I'm currently doing a backup of the damaged drive to my "MyCloud Mirror" (RAID) drive and will re-format the portable drive, then re-copy everything. What a pain, but hopefully noting will have been lost.
I keep all my photos and my Lightroom Catalog on a... (
show quote)
Yes, backups are great. I don't recall ever needing backups because of a drive failure, but I have multiple copies of important files. You don't have your pictures on your computer drive?
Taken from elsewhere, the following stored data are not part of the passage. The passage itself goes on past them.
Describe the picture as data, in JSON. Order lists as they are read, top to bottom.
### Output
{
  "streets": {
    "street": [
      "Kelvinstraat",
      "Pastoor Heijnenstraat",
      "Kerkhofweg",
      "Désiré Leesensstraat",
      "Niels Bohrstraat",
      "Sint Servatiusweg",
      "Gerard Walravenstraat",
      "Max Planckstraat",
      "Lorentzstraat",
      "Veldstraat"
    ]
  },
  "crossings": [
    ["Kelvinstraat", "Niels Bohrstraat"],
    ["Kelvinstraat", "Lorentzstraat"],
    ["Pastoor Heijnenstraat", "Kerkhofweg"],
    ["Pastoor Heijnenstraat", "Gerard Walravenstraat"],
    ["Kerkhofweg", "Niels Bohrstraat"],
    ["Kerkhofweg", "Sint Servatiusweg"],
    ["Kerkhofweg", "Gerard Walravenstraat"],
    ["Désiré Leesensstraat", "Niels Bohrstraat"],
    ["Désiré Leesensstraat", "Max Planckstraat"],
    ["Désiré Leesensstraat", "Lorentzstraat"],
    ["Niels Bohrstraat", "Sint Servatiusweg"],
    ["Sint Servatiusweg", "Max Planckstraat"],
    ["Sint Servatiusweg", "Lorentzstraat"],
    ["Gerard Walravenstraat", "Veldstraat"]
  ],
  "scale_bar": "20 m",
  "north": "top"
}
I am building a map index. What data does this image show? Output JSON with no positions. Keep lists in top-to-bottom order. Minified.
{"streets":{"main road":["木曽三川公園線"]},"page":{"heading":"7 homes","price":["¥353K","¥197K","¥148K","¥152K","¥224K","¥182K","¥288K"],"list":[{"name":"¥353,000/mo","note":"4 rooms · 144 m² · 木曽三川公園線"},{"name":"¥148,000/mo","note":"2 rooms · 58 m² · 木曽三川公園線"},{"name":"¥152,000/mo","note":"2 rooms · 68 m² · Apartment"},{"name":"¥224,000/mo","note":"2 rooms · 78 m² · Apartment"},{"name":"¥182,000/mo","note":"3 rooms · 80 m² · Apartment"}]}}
I use Acronis to backup my computers and at the same time all of my pictures. I use the clone function to create an exact copy of the computer disk drive. This clone copy is bootable and requires no additional recovery in case of a disk failure. All you need is the software, an empty disk drive, and a USB cable. I make a clone copy before traveling with my computer. If something happens I have the best backup available anywhere waiting at home. I also keep memory cards from the camera until all of the images have been backed up on a clone disk drive. If your computer runs out of disk space, use Acronis to clone to a larger disk drive! Instant free space and a backup!
jerryc41 wrote:
Yes, backups are great. I don't recall ever needing backups because of a drive failure, but I have multiple copies of important files. You don't have your pictures on your computer drive?
No, I only have junk pictures that I download from the internet on my computer drive. For my pictures I car about, my working drive is a 4TB portable external drive which I periodically back up to a Dual-Drive (RAID) 8TB MyCloud Mirror (Western Digital). In addition, about once a month I also back up al my photos to an iOSafe fireproof external drive.
Computer users fall into two categories:
Those that have had disk crashes, and
Those that are going to have a disk crash.
On the other hand this is the first literal dish crash I have heard of. Good luck.
Jack 13088 wrote:
Computer users fall into two categories:
Those that have had disk crashes, and
Those that are going to have a disk crash.
On the other hand this is the first literal dish crash I have heard of. Good luck.
Luckily it wasn't a total crash. I could still read from the drive, I just could not write to it. I was able to backup the drive, then repair/format and re-install everything. All is good now.
Basil wrote:
Luckily it wasn't a total crash... All is good now.
Perfect! You can resume breathing now.
Right now I have about 5TB of data, mostly images. I've had 4 hard drive failures in the last 17 years. I maintain 3 backups. The only data I've lost is some family photos which I stupidly didn't take the time to backup in the early days. Once it really happens to you, you have a lesson learned.
Cloning you disk drive is the best backup ever. The clone is a mirror image of your disk drive and is bootable. When you have a crash or a virus you can't get rid of, take the disk drive out of the computer and put the clone drive in. Turn the computer on and you get everything you had before and ZERO recovery!
With Acronis you do not necessarily need a bootable clone. You can also make an Acronis Boot Disk that can later be loaded from your DVD drive and used to rebuild your system from whatever drive you put your system restore file (made by Acronis) on.
as a note: use MULTIPLE external hard drives; I use three. Over the past 12 years I've had two external hard drives fail on me; if I didn't "back up the back up" I'd be SOL.
With Acronis you do not necessarily need a bootable clone. You can also make an Acronis Boot Disk that can later be loaded from your DVD drive and used to rebuild your system from whatever drive you put your system restore file (made by Acronis) on.